Why aren’t administrators more to blame for outcomes? There is this assumption that every school is administered well, and lack of performance is solely at the feet of teachers. When talking about dollars spent per student, we cannot leave out of that equation the building projects superintendents and school boards love to throw money at, particularly when it comes to sports.
Much of the animus directed toward teachers from conservatives, often male conservatives, seems to resemble that produced by an ill tempered thirteen year old boy who resents teachers because they want to tell him what to do, and of course, he knows everything.
Yes, Administrators must share some of the responsibility here. They are in charge of the finances and the building projects and the purchase of equipment. They are also in charge of hiring people to run the school in non-teaching positions. It’s unfortunate that a lack of leadership at any administrative level can cause poor results throughout an organization. It’s also a very incorrect assumption that all schools have efficient administration. It’s also true that administrators have tough decisions to make and they have to deal with figuring out how to fund the mandated programs and provide quality education for their students. Generally people must stop pointing the finger just at teachers and look at the school system as a whole.
Ron–Lay out, if you would, the specifics you have regarding the evils of teachers’ unions. I hear constantly that the union is the problem but there is never any analytical information of data to support the claims. I seriously want to know! What makes the unions so bad for kids and how do unions negatively impact student learning?
Ron,
Before you post a rant, check your facts. The graduation rate has never been lower? Are you kidding? Try 50% in the early 1950’s. Literacy rates never lower? How about never higher? Remember when people signed with an “x”? Remember when people were denied their right to vote if they couldn’t read?
http://nepc.colorado.edu/author/berliner-david-c
When you use comparatives like the one you used, it suggests that you really do not want to know the facts. You really just want to blast away to support your position about unions and their influences.
I am a 25+ year superintendent and HS principal. I have had my share of running up against silly and sometimes combative union leaders. However, most of the time, I have found these folks to be reasonable and really longing for more professionalism. They want to be proud of the profession.

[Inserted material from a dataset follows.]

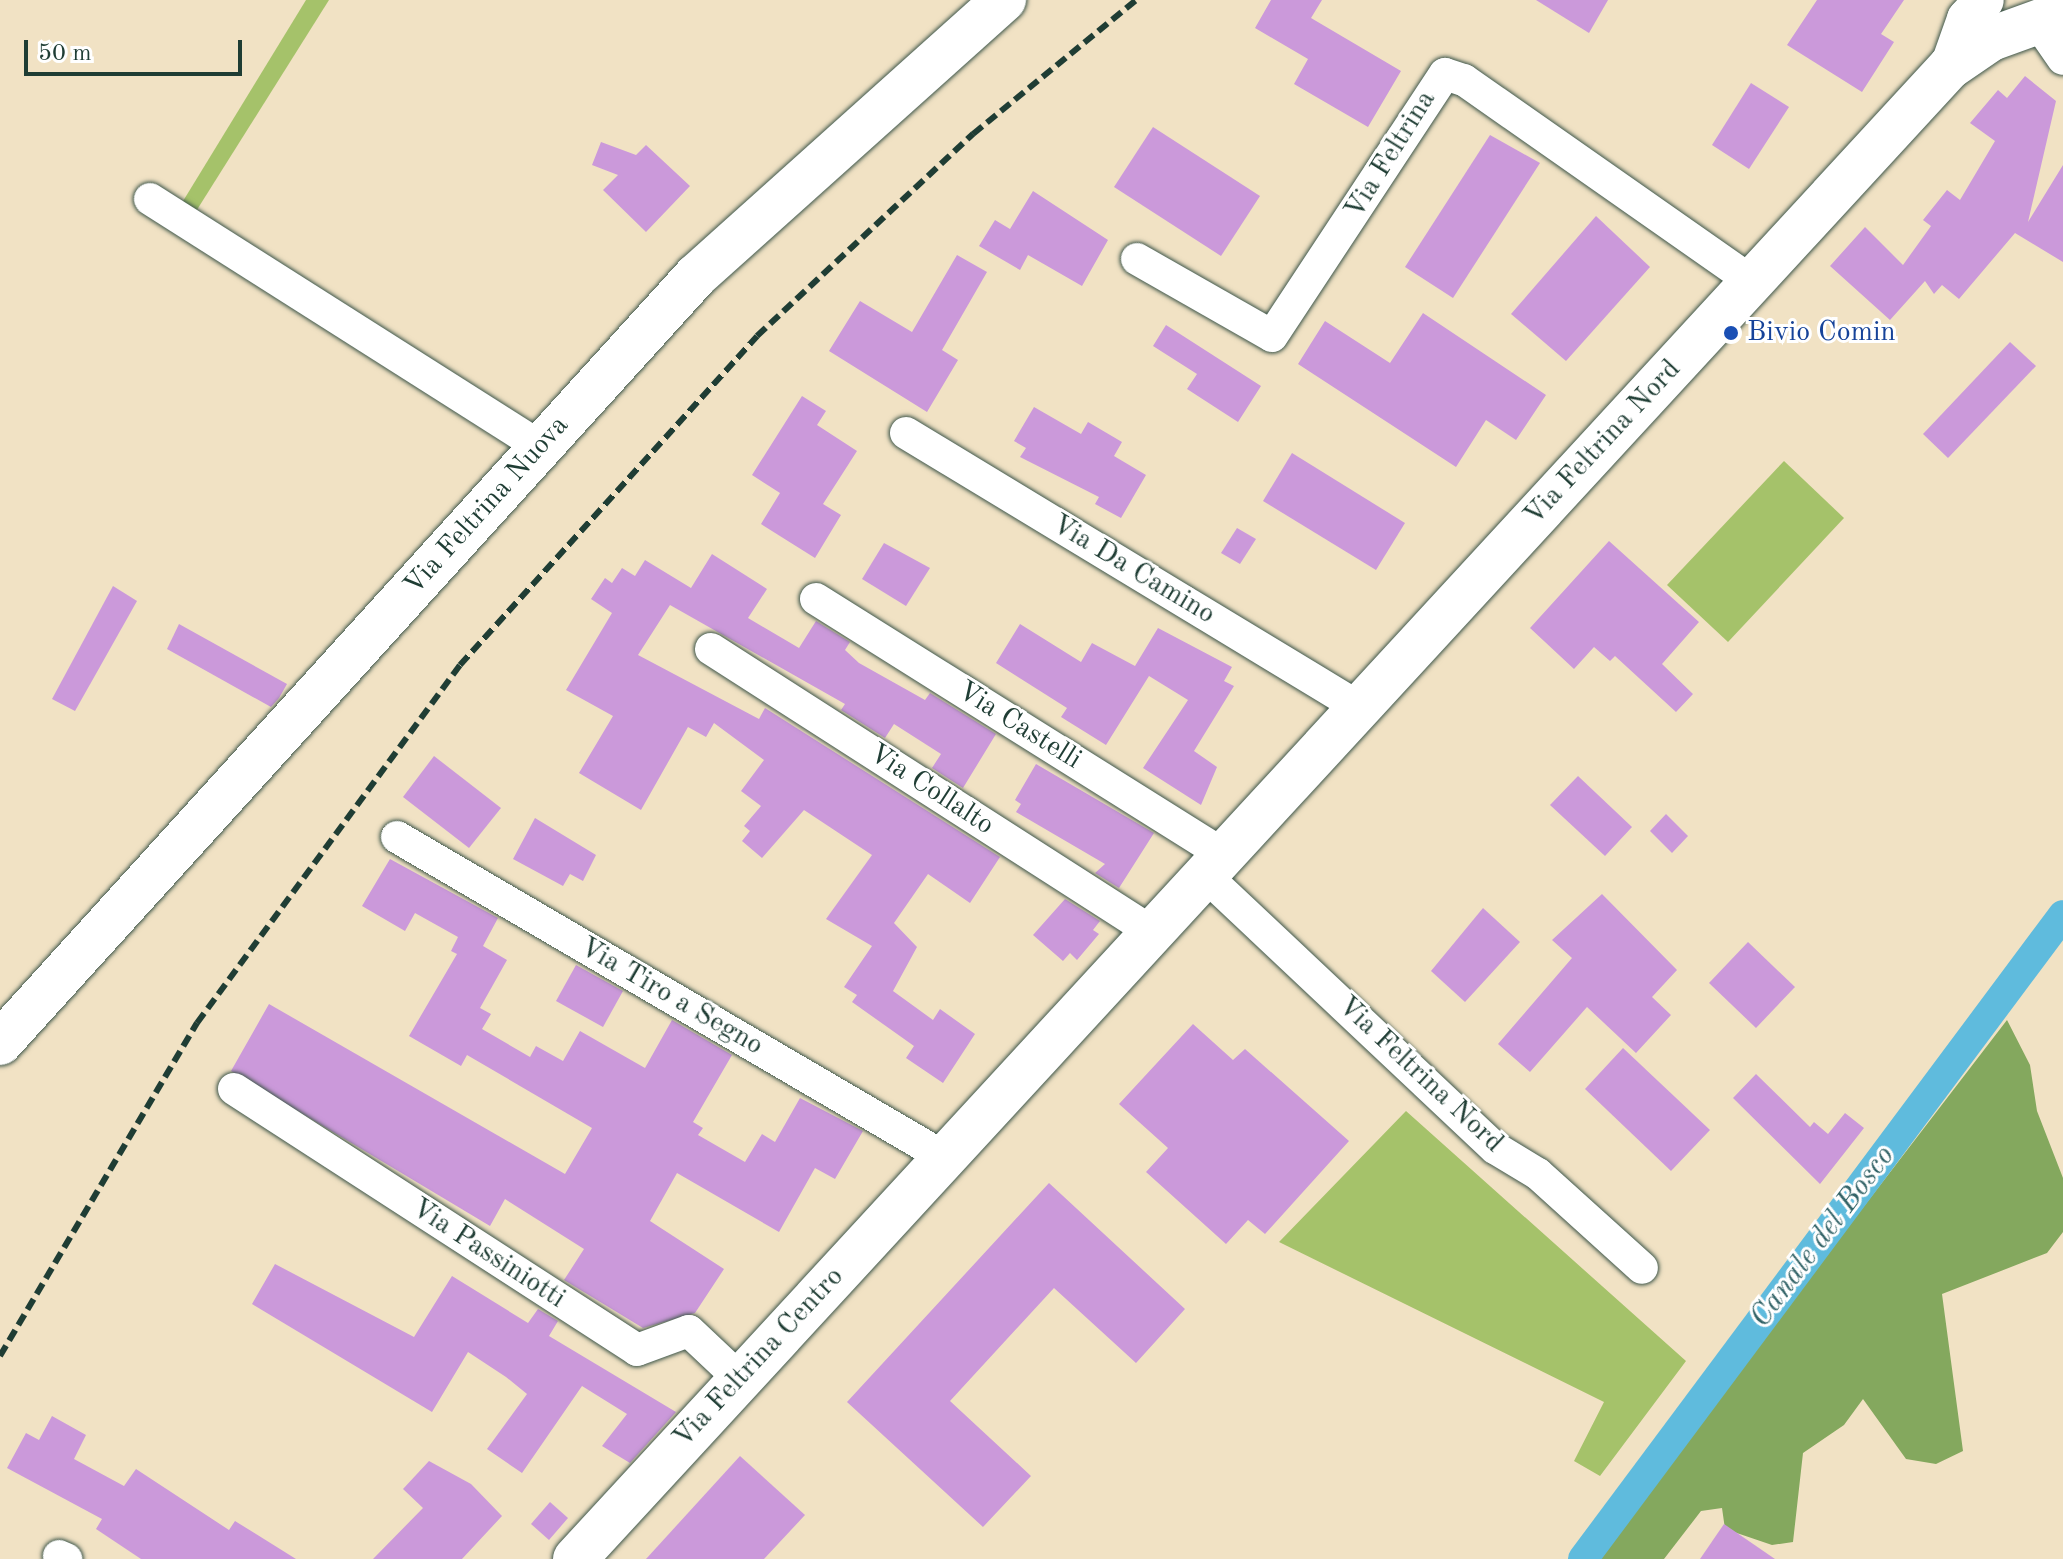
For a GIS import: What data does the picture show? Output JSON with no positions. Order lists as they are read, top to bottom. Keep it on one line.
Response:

The junk that you find in negotiated agreements are usually the result of bad leadership prior to the contract. Ill informed decisions by administrators, which negatively impact the learning environment result in language in negotiated contracts that is cumbersome for everyone.
In other words, they want the administrators to do their jobs, thoroughly evaluate the staff and “move out” those who perform poorly. However the union will be, rightly in my opinion, forceful in their defense of a staff member who has not been thoroughly evaluated but subjected to termination. They will be forceful in their defense when a staff member or advisor or coach is being bullied by a parent, group of parents, or even an activist board member who has a single issue agenda that is unfair and not in the best interests of ALL of the students. The issue in schools is less about unions and more about strong, courageous, visionary, leaders who choose to LEAD rather than blow in the wind. Blaming unions, negotiated contracts, etc.. is a way of not accepting the full responsibility of the leadership position that you have. I tell my graduate students who are pursuing school leadership licensure to quit complaining about the circumstances in which you lead, and just LEAD!.
Ron, you obviously don’t value paying for education, so here is a lesson for free.
“I never felt that teachers were evil – its teachers UNIONS that are evil, and to a level that the general public can’t begin to comprehend.”
As Rebecca said, prove it. Show exactly HOW unions are evil point-by-point with evidence. Simply stating that something is one thing or another without any real backing of the statement is engaging in the practice of “spreading rhetoric”.
“While we, the public, the electorate, the parents, don’t expect you to shoulder all of the responsibility for a failed public school system, we certainly expect you to accept SOME OF IT.”
Teachers who are union members are also the public, the electorate, the parents AND the tax payers in this fine society. Stop pretending they belong to some “entity” that is separate from all the things YOU are. Your “labeling” is quite foolish, but I can see how easy it is to fall for this divide-and conquer tactic–it’s one of the oldest political games in the book, and you have become a pawn. Those who feed others this nonsense seek to show you how you are one thing and unions are another in an effort to make enemies out of unions. If I were you, I would be livid that they are insulting your intelligence with this tack. How manipulative of them.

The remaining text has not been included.